- Theatrical release poster
- Directed by: Bobcat Goldthwait
- Written by: Bobcat Goldthwait
- Produced by: Martin Pasetta
- Starring: Melinda Page Hamilton Bryce Johnson Geoff Pierson Colby French Jack Plotnick Bonita Friedericy
- Cinematography: Ian S. Takashi
- Edited by: Jason Stewart
- Music by: Gerald Brunskill
- Production company: HareBrained Films
- Distributed by: Roadside Attractions Samuel Goldwyn Films
- Release dates: January 21, 2006 (Sundance); September 21, 2007 (United States);
- Running time: 88 minutes
- Country: United States
- Language: English
- Box office: $638,627

= Sleeping Dogs Lie (2006 film) =

2006 American romantic black comedy film

Sleeping Dogs Lie (originally titled Stay and released in the United Kingdom as Sleeping Dogs) is a 2006 American romantic black comedy film written and directed by Bobcat Goldthwait. It stars Melinda Page Hamilton as a woman whose relationships are damaged when she reluctantly reveals that she committed an act of bestiality with her dog while in college.

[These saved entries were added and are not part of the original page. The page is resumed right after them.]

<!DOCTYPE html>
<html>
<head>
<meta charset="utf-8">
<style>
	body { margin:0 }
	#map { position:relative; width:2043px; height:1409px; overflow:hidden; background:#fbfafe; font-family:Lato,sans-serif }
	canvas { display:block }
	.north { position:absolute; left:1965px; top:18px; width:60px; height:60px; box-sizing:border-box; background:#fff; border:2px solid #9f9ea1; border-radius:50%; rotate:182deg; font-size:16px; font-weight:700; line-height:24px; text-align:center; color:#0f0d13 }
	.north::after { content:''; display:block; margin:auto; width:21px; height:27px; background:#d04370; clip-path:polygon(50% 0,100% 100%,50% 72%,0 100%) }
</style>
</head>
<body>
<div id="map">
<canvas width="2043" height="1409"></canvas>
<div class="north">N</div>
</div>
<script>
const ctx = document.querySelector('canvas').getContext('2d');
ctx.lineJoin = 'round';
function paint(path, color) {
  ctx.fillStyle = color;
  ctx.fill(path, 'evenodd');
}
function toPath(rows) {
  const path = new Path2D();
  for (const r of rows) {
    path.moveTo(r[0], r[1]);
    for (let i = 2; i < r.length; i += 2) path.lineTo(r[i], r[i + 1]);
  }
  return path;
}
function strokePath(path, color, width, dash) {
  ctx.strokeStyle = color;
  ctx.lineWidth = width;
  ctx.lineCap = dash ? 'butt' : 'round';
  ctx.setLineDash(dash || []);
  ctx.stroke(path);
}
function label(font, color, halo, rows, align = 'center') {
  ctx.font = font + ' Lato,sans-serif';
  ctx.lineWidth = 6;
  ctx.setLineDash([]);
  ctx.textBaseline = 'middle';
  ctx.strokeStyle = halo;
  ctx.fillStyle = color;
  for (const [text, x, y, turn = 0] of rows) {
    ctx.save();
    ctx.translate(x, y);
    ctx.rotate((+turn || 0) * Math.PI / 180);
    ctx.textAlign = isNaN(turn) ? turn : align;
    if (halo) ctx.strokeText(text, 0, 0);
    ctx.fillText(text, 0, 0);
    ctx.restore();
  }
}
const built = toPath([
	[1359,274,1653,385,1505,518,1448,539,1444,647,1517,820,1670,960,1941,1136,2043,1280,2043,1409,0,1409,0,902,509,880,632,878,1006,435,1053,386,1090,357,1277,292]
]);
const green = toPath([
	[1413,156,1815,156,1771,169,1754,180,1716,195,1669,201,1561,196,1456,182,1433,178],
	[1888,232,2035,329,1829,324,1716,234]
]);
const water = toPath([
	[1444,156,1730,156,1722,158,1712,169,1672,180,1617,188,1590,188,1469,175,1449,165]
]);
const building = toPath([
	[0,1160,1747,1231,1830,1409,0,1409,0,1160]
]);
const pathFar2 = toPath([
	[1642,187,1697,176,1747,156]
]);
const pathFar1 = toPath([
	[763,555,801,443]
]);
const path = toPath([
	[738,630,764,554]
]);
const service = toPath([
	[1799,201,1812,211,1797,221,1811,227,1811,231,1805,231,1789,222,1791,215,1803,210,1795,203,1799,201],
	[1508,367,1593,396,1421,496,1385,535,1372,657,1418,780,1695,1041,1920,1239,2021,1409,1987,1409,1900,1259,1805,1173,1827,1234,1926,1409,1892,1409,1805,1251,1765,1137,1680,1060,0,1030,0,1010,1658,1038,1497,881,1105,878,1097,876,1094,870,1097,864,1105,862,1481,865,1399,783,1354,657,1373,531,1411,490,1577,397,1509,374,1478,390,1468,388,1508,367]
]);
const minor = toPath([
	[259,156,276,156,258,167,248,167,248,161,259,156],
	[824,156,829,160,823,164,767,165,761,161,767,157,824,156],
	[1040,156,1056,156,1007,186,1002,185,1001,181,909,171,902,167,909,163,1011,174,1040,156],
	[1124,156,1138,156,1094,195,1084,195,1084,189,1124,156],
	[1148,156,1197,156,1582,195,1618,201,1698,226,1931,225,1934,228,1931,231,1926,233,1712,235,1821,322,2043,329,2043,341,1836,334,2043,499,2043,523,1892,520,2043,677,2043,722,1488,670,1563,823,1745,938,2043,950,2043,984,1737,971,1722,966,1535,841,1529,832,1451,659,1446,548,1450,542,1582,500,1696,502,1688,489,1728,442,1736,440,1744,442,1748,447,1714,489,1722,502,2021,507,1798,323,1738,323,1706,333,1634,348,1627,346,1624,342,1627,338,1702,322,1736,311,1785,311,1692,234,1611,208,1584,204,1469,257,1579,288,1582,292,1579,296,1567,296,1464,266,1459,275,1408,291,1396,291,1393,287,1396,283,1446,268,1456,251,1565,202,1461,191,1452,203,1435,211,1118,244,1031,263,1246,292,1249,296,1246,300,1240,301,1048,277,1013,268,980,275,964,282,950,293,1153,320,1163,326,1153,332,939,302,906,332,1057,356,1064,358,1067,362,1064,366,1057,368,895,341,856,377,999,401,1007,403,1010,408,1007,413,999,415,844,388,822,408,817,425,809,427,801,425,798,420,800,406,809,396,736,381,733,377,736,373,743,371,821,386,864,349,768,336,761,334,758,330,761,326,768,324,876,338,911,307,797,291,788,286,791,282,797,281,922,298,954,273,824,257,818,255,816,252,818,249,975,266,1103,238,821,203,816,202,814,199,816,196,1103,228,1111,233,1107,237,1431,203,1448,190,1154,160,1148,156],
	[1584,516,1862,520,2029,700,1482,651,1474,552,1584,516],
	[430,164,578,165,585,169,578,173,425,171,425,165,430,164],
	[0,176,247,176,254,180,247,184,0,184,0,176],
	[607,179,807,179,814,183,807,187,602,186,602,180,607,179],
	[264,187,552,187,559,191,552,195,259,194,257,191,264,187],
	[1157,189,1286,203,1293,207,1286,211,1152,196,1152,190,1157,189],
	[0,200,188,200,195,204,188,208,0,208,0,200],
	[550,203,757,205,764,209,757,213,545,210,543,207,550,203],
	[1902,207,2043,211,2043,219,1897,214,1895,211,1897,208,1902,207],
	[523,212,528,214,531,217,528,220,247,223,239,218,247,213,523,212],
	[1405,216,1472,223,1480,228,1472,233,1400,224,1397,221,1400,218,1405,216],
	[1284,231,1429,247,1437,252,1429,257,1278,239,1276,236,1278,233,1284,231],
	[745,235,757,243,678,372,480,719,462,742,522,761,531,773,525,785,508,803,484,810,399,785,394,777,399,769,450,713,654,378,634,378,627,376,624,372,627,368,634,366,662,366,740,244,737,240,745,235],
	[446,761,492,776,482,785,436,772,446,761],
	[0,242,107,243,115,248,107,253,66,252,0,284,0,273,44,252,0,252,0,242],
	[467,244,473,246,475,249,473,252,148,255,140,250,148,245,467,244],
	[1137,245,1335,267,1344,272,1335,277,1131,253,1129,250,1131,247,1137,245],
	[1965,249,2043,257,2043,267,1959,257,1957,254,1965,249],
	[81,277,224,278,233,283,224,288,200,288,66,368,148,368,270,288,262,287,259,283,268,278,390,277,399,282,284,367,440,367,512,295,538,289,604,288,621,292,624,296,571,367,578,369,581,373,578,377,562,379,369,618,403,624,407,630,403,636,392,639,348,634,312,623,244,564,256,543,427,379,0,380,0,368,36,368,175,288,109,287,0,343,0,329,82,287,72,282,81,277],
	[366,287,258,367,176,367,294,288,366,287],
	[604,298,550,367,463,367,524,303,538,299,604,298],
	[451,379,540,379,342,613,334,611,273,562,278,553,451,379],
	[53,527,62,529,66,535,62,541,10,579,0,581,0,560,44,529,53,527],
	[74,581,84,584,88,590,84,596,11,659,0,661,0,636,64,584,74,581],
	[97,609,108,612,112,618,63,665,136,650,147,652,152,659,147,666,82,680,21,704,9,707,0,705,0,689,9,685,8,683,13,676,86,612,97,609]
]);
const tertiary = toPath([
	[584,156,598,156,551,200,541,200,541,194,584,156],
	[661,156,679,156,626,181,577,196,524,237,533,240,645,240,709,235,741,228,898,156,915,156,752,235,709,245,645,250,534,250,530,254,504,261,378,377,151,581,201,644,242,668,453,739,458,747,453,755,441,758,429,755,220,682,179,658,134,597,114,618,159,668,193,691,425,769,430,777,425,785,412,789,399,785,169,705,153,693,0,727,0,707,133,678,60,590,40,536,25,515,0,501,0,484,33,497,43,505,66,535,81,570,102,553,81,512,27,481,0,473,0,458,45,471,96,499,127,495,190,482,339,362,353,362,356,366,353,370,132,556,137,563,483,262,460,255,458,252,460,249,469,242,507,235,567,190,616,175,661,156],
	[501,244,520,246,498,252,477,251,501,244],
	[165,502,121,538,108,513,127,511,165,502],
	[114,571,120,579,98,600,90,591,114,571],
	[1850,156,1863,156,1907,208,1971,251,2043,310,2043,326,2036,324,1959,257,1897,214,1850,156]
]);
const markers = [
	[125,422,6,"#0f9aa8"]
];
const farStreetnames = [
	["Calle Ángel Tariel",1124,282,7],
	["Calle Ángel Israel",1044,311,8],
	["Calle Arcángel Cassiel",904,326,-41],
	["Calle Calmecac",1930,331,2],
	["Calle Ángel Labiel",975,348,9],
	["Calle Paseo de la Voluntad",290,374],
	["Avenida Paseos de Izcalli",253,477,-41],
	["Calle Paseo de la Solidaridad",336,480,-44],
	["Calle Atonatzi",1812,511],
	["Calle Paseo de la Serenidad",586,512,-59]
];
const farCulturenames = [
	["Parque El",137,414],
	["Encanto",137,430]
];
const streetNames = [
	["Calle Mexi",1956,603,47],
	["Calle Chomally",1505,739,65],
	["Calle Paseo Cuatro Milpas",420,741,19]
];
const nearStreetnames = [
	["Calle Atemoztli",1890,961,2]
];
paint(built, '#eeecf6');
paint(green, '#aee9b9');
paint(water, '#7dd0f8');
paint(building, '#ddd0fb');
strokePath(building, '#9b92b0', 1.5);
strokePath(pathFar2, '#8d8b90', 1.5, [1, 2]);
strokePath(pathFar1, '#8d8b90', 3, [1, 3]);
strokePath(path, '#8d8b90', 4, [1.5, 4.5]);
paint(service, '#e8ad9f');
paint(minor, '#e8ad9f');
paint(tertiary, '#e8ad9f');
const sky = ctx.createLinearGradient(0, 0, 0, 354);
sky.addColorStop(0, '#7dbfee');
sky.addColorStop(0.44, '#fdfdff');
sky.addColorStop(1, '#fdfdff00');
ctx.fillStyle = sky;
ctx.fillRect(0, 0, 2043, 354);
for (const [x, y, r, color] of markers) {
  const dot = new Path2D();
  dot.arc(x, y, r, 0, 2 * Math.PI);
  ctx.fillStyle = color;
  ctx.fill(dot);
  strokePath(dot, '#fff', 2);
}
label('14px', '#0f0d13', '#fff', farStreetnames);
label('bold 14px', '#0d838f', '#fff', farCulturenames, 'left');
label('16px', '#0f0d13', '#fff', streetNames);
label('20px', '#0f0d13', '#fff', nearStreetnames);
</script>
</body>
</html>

The film has been cited as a favorite by filmmaker John Waters, who presented it as his annual selection at the 2007 Maryland Film Festival.

==Plot==
In college, 18-year-old Amy impulsively gave her dog, Rufus, oral sex. Eight years later, she lives a seemingly ordinary life as a schoolteacher and is engaged to nice-guy John. When John suggests complete honesty, Amy lies and tells him that she had a lesbian experience with her best friend Linda. On a trip to her parents' house, Amy finally relents to John's badgering and tells him. The next morning, Dougie, Amy's drug-addicted brother who had overheard the conversation, spills the beans at the breakfast table, and much to her parents' shock, Amy admits that he is right. Amy and John leave, as her father will not speak to her and her mother says that she is ashamed.

Once back, Amy and John's relationship is strained. Despite all their attempts to fix things, one night while drunk, John calls her a "dog-blowing cunt" and Amy decides to leave. She shacks up with Linda and her boyfriend Carl but leaves due to their noisy lovemaking. With the help of her co-worker Ed, Amy finds a new apartment and begins a relationship with Ed after he learns that his wife has been cheating on him.

After Amy's mother dies of an aneurysm, Amy returns home and reconciles with her father, who gives her a letter her mother had written her prior to her death. Amy and Ed visit Dougie in prison to inform him of their mother's death. He instantly begins to blame Amy, who leaves quickly before Ed can figure out what Dougie is trying to say. Sometime later, Ed and his wife are trying to work things out and Amy realizes her feelings for Ed. As it does not work out between Ed and his wife, Amy and he became a couple. Ed thinks he has discovered Amy's secret; she was pregnant and engaged to John but got an abortion and her parents were incensed. Amy decides to go with the lie, thus letting "sleeping dogs lie."

==Reception==
Review aggregator website Rotten Tomatoes reported a 66% approval rating with an average rating of 6.2/10 based on 53 reviews. The website's consensus reads, "Though Sleeping Dogs Lie treats its subject and characters humanely, it's unable to overcome the low-budget production and Bobcat Goldthwait's pedestrian directing." Metacritic, which uses a weighted average, assigned the a score of 63 out of 100, based on 13 critics, indicating "generally favorable" reviews.

The New York Times said in its review, "“Sleeping Dogs Lie” doesn't pretend to be more than it is: a blunt, provocative comedy sketch whose visual look is almost as bare as that of an episode of the underappreciated Home Box Office series “Lucky Louie.” The acting, especially by Ms. Hamilton, is better than serviceable. Almost everyone in the movie has a pet dog leering in the background."